:: Problem to work on ::
Leaving out every line before the one with "For a GIS import: Extract", write out the rest of the records below exactly.

── Input data

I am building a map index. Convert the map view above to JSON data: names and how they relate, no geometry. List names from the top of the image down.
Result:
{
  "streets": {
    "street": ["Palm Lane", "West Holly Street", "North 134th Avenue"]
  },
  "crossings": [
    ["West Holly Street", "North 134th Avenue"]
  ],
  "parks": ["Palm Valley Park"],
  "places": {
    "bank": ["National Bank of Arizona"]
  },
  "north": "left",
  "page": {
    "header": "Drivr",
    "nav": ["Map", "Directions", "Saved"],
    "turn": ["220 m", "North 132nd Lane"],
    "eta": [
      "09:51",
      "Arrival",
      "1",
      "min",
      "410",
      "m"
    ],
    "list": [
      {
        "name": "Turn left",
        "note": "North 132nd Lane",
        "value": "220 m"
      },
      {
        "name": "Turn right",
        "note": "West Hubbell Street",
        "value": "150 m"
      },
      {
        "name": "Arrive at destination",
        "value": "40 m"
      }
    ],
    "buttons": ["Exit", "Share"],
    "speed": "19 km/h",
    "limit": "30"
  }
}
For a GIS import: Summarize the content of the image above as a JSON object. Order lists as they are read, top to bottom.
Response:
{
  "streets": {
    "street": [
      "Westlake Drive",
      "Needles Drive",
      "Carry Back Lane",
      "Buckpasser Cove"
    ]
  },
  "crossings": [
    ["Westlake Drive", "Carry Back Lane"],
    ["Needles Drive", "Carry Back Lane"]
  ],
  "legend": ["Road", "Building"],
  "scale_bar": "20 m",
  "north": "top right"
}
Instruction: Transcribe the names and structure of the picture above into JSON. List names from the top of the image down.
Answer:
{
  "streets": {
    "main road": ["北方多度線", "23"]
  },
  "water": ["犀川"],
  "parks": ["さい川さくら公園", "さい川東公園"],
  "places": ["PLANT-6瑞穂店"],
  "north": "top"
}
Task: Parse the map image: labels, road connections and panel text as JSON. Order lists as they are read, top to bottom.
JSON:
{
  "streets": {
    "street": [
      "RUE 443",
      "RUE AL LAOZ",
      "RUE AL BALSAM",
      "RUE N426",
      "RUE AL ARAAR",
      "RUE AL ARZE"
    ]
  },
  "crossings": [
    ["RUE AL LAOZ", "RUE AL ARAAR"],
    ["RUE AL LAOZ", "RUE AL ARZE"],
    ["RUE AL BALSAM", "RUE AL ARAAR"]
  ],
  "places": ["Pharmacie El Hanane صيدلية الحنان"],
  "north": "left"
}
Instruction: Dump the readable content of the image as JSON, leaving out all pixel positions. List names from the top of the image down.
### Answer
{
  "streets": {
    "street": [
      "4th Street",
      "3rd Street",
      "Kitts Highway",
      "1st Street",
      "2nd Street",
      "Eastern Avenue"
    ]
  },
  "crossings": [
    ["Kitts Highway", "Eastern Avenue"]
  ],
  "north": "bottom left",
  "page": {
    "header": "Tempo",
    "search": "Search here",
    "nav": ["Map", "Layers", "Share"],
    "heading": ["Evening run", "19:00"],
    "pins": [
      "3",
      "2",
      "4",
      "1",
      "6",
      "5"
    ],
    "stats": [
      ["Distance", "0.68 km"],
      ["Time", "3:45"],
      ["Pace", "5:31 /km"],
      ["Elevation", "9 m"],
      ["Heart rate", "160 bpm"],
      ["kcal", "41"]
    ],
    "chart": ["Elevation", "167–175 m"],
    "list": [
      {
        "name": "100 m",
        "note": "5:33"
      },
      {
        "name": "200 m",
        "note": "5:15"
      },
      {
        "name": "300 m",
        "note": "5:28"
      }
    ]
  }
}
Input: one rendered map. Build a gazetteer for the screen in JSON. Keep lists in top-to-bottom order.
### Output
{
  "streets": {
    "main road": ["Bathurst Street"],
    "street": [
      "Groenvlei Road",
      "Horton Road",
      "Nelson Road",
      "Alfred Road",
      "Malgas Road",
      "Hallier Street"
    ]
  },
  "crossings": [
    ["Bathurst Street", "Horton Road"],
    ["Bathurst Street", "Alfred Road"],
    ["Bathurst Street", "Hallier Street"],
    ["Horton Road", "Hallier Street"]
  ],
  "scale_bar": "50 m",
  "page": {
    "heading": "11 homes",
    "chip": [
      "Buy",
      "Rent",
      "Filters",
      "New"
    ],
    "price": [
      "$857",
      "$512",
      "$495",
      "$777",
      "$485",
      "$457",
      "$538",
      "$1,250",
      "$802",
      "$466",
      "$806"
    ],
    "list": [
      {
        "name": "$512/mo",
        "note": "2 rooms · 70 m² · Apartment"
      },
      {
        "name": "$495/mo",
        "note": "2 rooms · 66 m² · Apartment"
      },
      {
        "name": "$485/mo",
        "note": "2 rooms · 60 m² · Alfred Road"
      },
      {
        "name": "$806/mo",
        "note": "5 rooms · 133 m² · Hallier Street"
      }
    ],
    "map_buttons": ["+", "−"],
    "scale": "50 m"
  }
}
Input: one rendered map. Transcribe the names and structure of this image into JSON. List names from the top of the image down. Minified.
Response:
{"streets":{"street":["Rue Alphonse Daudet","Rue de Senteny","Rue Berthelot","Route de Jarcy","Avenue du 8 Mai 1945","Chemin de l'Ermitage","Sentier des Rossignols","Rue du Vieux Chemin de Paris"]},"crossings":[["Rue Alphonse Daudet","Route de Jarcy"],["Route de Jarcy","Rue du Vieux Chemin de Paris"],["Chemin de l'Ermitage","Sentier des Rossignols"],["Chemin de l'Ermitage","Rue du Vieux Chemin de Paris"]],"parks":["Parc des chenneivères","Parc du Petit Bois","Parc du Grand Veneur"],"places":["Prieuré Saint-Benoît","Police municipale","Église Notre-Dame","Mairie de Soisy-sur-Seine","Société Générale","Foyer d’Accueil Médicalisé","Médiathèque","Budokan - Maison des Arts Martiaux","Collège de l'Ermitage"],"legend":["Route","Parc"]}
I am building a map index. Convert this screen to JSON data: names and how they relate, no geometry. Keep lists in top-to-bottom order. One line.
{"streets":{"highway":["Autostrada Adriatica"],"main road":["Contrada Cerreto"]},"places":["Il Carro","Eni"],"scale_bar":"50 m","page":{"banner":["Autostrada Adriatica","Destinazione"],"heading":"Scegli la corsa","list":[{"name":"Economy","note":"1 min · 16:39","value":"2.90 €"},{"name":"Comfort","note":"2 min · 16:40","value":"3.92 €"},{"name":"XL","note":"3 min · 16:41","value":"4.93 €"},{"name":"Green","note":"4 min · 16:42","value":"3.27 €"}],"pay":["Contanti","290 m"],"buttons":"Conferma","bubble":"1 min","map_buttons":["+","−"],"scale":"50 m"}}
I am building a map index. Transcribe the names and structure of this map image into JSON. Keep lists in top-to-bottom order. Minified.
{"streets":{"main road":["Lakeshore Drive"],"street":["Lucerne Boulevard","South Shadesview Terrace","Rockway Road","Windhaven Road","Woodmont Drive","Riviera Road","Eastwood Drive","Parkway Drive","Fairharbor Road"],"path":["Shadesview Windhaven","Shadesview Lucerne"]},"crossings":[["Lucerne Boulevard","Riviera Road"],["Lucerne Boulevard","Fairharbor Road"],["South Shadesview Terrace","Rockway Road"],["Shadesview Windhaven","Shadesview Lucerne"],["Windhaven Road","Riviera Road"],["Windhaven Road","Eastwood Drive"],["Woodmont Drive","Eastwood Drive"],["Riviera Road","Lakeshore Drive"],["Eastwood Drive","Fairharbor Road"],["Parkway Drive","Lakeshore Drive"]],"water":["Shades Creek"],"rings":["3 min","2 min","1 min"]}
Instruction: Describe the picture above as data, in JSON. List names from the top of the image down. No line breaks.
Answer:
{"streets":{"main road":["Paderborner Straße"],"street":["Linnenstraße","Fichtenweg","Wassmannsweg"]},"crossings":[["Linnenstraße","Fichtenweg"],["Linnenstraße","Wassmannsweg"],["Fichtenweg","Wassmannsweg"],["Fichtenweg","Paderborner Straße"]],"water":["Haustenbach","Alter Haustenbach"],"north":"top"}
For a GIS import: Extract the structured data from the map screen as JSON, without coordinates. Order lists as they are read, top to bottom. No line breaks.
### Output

────

:: Exercise solution ::
For a GIS import: Extract the structured data from the map screen as JSON, without coordinates. Order lists as they are read, top to bottom. No line breaks.
### Output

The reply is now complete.